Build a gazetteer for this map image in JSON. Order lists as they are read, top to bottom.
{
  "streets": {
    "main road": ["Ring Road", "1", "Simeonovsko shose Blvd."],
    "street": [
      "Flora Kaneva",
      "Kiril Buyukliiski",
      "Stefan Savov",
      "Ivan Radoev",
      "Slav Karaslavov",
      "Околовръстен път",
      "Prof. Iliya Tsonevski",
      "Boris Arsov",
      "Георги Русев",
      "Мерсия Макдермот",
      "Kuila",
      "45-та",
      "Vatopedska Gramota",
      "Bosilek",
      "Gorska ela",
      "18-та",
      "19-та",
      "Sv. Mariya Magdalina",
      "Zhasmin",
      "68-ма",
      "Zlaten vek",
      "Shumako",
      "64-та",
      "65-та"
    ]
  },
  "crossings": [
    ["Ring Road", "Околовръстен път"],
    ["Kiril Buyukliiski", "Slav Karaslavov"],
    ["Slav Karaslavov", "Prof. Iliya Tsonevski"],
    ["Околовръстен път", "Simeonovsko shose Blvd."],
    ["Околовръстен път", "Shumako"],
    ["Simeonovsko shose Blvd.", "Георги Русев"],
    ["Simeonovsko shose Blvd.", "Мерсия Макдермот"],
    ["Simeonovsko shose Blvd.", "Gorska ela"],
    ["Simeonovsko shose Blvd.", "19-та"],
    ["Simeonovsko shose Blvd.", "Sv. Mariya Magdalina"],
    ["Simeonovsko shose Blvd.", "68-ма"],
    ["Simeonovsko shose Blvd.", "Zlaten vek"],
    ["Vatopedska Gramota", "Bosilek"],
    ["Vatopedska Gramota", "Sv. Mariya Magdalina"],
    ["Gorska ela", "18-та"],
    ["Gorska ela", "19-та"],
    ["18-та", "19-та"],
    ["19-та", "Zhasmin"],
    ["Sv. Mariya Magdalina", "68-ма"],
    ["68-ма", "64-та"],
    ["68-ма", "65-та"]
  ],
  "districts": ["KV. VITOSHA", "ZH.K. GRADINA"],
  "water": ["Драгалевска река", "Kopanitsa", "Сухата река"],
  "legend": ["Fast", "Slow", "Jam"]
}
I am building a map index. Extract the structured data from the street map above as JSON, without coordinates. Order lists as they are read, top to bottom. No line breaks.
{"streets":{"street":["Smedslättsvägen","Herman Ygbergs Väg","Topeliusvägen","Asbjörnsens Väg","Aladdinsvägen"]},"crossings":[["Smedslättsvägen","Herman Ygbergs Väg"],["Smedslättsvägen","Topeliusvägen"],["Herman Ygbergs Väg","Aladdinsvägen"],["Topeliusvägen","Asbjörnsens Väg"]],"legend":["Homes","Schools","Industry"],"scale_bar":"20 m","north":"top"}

+ + + +

◆ What you are asked to do ◆
Could you report every line of the material that contains the string "Road"?

◆ Response to this task ◆
    "main road": ["Ring Road", "1", "Simeonovsko shose Blvd."],
    ["Ring Road", "Околовръстен път"],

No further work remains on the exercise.